Among the documents is a screenshot of a previously undisclosed letter from Giuliani to Ukrainian President Volodymyr Zelensky dated May 10, 2019, which was before Zelensky took office.

  • Giuliani requests a meeting with Zelensky "as personal counsel to President Trump and with his knowledge and consent."

7. 🇮🇷 Iran threatens Europe

Iranian police officers take position Saturday while anti-regime protesters gather in Tehran. Photo: AP

Iran's president warned today that European soldiers in the Mideast "could be in danger" after three nations — Britain, France and Germany — challenged Tehran over breaking the limits of its nuclear deal, AP reports.

  • Why it matters: President Hassan Rouhani's remarks in a televised Cabinet meeting represent the first direct threat he's made to Europe.

🥊 Tehran's top diplomat, Foreign Minister Mohammad Javad Zarif, acknowledged that Iranians "were lied to" after the shootdown of a Ukrainian jet:

  • "In the last few nights, we’ve had people in the streets of Tehran demonstrating against the fact that they were lied to for a couple of days."

8. First look: Sarah Sanders to tell press tales

Cover: St. Martin's Press

Sarah Huckabee Sanders' new book includes "a candid account of my relationship and interactions with the press. And some reporters come out a lot better than others!"

Gearing up for a possible run for Arkansas governor, Sanders will be out Sept. 8 — during the home sprint of the presidential race — with "Speaking for Myself," from St. Martin’s Press.

  • Sanders says: "From Arkansas to the White House and back, I'm excited to tell my story about the challenges of being a working mom at the highest level of American politics."
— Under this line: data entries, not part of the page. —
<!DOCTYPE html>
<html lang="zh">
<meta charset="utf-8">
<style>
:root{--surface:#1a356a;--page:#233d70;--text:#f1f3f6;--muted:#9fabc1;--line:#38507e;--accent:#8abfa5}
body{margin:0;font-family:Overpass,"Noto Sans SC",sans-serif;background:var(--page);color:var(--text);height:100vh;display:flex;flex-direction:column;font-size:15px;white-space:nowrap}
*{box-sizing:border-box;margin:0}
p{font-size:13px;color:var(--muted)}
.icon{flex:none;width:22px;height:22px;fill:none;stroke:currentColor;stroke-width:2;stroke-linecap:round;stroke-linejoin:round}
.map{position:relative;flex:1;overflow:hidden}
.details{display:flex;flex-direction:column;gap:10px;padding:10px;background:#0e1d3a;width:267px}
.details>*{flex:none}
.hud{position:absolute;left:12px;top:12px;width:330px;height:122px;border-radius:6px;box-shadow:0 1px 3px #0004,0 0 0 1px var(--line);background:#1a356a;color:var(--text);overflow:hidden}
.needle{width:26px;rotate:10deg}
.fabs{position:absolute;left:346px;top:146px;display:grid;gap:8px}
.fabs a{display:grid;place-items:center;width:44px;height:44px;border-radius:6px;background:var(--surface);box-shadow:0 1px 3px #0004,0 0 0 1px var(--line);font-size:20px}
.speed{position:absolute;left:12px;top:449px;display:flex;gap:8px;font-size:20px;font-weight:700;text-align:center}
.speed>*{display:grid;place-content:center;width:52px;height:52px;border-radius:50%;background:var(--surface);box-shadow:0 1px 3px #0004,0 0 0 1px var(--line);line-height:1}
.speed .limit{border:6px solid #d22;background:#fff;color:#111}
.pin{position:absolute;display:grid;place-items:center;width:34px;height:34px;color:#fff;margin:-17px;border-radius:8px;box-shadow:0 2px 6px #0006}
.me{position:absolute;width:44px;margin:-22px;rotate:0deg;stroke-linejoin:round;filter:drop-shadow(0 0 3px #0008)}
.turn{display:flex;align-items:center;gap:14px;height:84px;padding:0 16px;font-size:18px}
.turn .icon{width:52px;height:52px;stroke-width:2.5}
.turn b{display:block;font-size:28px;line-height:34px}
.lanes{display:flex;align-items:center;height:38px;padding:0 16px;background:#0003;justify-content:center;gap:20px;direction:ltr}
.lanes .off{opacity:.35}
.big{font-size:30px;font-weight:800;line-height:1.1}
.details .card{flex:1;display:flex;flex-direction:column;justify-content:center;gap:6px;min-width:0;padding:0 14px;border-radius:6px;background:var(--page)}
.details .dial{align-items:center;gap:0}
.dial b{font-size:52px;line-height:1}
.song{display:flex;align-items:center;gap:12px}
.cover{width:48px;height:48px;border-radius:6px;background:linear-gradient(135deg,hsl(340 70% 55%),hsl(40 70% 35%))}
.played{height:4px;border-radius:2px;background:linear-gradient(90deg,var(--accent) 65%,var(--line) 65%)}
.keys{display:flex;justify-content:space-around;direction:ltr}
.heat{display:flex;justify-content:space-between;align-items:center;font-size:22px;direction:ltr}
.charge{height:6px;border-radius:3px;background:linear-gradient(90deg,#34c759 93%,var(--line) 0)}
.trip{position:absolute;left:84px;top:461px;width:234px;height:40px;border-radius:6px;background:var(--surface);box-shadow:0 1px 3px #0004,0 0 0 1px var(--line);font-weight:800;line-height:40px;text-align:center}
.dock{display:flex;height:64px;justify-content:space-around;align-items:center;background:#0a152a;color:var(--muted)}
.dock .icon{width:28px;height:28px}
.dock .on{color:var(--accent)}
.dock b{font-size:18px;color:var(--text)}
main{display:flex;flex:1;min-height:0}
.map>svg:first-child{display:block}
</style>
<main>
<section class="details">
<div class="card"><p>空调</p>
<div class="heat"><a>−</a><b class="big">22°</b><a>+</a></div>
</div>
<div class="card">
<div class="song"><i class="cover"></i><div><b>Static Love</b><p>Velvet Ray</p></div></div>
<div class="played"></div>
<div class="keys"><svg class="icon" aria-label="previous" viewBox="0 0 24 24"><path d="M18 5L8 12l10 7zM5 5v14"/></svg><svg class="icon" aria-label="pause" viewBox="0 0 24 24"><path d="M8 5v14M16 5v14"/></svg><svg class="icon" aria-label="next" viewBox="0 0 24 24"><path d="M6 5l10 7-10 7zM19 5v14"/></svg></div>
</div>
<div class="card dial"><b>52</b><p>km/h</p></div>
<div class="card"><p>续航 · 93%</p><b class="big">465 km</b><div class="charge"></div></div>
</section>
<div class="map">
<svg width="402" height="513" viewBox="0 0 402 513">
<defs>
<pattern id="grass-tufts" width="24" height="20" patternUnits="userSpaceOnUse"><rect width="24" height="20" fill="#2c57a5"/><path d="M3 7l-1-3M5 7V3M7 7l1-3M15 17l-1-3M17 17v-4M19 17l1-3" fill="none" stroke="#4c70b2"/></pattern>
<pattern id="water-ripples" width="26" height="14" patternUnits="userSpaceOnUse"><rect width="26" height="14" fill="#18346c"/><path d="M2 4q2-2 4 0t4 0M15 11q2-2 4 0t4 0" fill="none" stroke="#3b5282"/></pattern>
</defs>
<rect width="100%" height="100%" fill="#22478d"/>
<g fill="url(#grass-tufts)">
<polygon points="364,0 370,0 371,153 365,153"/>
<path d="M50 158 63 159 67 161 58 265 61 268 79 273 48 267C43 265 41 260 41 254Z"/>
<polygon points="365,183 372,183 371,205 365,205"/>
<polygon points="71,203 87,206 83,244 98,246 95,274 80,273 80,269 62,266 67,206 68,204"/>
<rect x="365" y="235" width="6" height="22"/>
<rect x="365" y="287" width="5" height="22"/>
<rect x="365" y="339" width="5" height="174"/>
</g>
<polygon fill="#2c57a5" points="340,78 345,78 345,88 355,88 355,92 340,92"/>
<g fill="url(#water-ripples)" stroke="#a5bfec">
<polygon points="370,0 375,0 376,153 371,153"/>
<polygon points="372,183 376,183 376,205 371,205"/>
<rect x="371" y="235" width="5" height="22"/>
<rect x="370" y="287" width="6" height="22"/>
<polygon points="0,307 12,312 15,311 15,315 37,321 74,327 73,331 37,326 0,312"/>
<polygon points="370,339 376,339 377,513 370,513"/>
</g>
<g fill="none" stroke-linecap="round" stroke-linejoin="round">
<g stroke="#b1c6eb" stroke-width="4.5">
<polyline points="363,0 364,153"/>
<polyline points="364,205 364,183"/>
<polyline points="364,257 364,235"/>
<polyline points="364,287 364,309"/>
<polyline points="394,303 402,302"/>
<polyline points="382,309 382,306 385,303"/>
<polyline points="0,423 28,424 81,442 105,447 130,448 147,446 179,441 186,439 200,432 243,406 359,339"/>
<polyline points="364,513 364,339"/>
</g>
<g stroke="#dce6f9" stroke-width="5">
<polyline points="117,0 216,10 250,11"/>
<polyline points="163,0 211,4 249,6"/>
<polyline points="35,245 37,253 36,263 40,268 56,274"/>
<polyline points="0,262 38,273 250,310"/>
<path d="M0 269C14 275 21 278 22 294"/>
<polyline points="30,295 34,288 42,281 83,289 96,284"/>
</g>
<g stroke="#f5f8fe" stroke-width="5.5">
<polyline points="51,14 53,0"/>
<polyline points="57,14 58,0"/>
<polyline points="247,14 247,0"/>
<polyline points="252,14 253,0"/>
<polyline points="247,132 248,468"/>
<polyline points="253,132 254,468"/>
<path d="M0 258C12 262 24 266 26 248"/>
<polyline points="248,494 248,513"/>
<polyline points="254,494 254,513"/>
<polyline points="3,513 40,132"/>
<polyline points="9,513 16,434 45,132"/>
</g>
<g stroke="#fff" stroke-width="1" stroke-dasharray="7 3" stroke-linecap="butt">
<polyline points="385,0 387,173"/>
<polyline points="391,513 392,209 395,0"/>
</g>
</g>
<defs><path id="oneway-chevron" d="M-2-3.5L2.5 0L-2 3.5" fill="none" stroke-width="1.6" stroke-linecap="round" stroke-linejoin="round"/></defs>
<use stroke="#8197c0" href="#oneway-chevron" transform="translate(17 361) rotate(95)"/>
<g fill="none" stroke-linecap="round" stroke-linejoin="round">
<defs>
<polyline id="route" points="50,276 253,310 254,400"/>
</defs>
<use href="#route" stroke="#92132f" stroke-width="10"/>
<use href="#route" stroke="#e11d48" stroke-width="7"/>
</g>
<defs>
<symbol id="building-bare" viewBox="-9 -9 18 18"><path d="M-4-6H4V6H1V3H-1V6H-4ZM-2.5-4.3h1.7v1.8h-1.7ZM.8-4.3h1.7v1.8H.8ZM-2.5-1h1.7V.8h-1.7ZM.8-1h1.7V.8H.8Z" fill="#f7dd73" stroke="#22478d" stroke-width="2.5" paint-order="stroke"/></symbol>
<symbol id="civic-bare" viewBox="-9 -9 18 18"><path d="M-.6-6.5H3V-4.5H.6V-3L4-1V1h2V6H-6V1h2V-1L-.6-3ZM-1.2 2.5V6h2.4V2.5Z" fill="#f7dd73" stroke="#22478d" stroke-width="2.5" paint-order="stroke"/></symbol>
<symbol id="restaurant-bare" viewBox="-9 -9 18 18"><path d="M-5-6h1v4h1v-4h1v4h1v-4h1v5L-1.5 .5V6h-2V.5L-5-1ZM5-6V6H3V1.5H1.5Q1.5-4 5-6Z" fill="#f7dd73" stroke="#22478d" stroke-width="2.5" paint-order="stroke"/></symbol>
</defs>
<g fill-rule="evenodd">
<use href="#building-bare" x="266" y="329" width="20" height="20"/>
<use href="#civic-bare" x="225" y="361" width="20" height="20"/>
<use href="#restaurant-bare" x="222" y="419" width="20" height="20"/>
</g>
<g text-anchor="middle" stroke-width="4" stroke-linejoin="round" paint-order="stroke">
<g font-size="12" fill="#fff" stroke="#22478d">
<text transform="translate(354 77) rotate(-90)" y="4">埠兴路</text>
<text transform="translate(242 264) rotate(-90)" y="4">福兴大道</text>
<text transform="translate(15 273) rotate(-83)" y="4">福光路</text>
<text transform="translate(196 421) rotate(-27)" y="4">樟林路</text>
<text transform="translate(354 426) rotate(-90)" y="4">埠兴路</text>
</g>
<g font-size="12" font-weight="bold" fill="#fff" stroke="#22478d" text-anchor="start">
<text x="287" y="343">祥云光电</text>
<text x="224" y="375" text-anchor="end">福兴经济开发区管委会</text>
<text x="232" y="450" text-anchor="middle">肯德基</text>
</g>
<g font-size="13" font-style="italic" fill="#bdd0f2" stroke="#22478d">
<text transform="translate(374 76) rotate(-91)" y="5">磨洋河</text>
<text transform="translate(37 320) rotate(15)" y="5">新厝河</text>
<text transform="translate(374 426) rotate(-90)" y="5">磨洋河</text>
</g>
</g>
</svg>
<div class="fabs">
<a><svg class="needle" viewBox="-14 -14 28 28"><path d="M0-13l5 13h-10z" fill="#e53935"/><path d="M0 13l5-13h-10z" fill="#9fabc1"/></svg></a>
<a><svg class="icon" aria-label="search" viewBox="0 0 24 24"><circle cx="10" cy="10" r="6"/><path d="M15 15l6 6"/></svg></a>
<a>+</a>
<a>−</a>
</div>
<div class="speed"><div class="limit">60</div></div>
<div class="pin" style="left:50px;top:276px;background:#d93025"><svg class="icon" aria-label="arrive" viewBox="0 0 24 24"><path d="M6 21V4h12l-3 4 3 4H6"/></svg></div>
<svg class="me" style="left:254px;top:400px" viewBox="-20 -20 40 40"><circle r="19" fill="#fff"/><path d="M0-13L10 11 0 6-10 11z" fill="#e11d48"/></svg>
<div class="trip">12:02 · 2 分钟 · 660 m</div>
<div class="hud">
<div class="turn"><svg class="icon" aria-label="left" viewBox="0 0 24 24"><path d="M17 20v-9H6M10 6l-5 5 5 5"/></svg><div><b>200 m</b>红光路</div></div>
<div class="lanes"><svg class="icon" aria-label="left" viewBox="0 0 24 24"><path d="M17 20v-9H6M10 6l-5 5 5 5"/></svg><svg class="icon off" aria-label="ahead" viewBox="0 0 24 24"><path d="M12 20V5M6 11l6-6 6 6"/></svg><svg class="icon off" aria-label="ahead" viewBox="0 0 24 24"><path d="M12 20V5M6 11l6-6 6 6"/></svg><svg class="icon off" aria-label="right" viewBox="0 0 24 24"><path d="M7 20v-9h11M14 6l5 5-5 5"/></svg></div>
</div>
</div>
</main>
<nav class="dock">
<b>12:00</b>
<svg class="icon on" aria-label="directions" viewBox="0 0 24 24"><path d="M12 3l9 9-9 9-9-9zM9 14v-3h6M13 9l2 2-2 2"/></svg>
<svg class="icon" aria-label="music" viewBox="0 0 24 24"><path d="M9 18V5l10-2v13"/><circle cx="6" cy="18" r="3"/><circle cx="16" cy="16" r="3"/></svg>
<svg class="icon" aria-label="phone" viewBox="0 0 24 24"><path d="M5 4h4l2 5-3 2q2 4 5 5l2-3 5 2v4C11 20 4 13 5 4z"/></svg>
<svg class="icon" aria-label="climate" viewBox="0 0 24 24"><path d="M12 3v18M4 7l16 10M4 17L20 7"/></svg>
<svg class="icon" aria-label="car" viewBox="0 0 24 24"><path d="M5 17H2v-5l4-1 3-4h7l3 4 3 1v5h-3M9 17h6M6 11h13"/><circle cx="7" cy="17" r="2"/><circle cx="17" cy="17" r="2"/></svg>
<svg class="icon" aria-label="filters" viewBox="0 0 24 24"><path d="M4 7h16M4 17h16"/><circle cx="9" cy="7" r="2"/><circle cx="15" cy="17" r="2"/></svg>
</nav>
Reality check: A book tour means Sanders, who had tense relations with the press, will be pushed to explain her approach.

9. Red Sox boot Cora

Alex Cora looks over the lineup before a Red Sox spring training game last March. Photo: John Bazemore/AP

The Boston Red Sox fired manager Alex Cora over his role in a sign-stealing scandal "less than 15 months after winning the World Series in his record-setting rookie season," writes the Boston Globe's Peter Abraham.

10. 1 "Jeopardy!" thing

Photo: Eric McCandless/ABC via AP

Ken Jennings won the "Jeopardy!" greatest-of-all-time title (and $1 million) by being bold, per AP:

  • In "Final Jeopardy," Jennings bet all 32,800 of his points on the clue: "This area of Greece, home to Pan, is synonymous with a rural paradise; it's a setting for Vergil's shepherd poems the 'Ecologues.'"
  • He correctly answered: "What is Arcadia?"